- **YOUR TASK**
Your output should consist solely of the lines from the one with "Instruction: Parse this" through the end of the records, reproduced exactly, both ends included.

··· EXERCISE MATERIAL

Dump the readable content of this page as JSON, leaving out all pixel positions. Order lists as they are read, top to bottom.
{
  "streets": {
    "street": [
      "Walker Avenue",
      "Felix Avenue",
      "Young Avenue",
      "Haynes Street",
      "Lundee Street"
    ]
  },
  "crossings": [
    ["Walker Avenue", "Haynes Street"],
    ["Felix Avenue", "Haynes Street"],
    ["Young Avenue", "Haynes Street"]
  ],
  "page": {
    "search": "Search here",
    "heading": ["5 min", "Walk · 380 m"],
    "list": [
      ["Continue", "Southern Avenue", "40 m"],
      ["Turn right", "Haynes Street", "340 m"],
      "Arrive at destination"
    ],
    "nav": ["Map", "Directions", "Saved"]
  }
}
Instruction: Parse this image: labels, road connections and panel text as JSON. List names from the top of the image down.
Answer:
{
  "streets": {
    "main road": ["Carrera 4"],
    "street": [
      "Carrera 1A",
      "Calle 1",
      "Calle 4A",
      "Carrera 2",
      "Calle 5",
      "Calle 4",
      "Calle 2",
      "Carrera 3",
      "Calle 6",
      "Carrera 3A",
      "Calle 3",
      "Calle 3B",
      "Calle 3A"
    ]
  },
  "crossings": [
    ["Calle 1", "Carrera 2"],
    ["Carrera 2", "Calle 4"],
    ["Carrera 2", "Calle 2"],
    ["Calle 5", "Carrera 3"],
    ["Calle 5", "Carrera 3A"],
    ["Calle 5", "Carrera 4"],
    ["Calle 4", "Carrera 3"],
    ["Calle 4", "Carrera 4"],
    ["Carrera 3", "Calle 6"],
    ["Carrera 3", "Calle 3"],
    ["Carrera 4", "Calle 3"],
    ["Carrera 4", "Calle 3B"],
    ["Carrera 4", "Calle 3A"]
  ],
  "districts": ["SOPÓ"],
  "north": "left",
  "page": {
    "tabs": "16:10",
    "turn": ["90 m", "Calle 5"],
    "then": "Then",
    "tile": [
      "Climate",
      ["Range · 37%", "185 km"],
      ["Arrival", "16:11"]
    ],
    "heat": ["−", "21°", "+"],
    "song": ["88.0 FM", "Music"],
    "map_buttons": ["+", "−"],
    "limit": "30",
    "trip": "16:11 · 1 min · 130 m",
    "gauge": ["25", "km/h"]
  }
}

······

- **SOLVED PROBLEM**
Instruction: Parse this image: labels, road connections and panel text as JSON. List names from the top of the image down.
Answer:
{
  "streets": {
    "main road": ["Carrera 4"],
    "street": [
      "Carrera 1A",
      "Calle 1",
      "Calle 4A",
      "Carrera 2",
      "Calle 5",
      "Calle 4",
      "Calle 2",
      "Carrera 3",
      "Calle 6",
      "Carrera 3A",
      "Calle 3",
      "Calle 3B",
      "Calle 3A"
    ]
  },
  "crossings": [
    ["Calle 1", "Carrera 2"],
    ["Carrera 2", "Calle 4"],
    ["Carrera 2", "Calle 2"],
    ["Calle 5", "Carrera 3"],
    ["Calle 5", "Carrera 3A"],
    ["Calle 5", "Carrera 4"],
    ["Calle 4", "Carrera 3"],
    ["Calle 4", "Carrera 4"],
    ["Carrera 3", "Calle 6"],
    ["Carrera 3", "Calle 3"],
    ["Carrera 4", "Calle 3"],
    ["Carrera 4", "Calle 3B"],
    ["Carrera 4", "Calle 3A"]
  ],
  "districts": ["SOPÓ"],
  "north": "left",
  "page": {
    "tabs": "16:10",
    "turn": ["90 m", "Calle 5"],
    "then": "Then",
    "tile": [
      "Climate",
      ["Range · 37%", "185 km"],
      ["Arrival", "16:11"]
    ],
    "heat": ["−", "21°", "+"],
    "song": ["88.0 FM", "Music"],
    "map_buttons": ["+", "−"],
    "limit": "30",
    "trip": "16:11 · 1 min · 130 m",
    "gauge": ["25", "km/h"]
  }
}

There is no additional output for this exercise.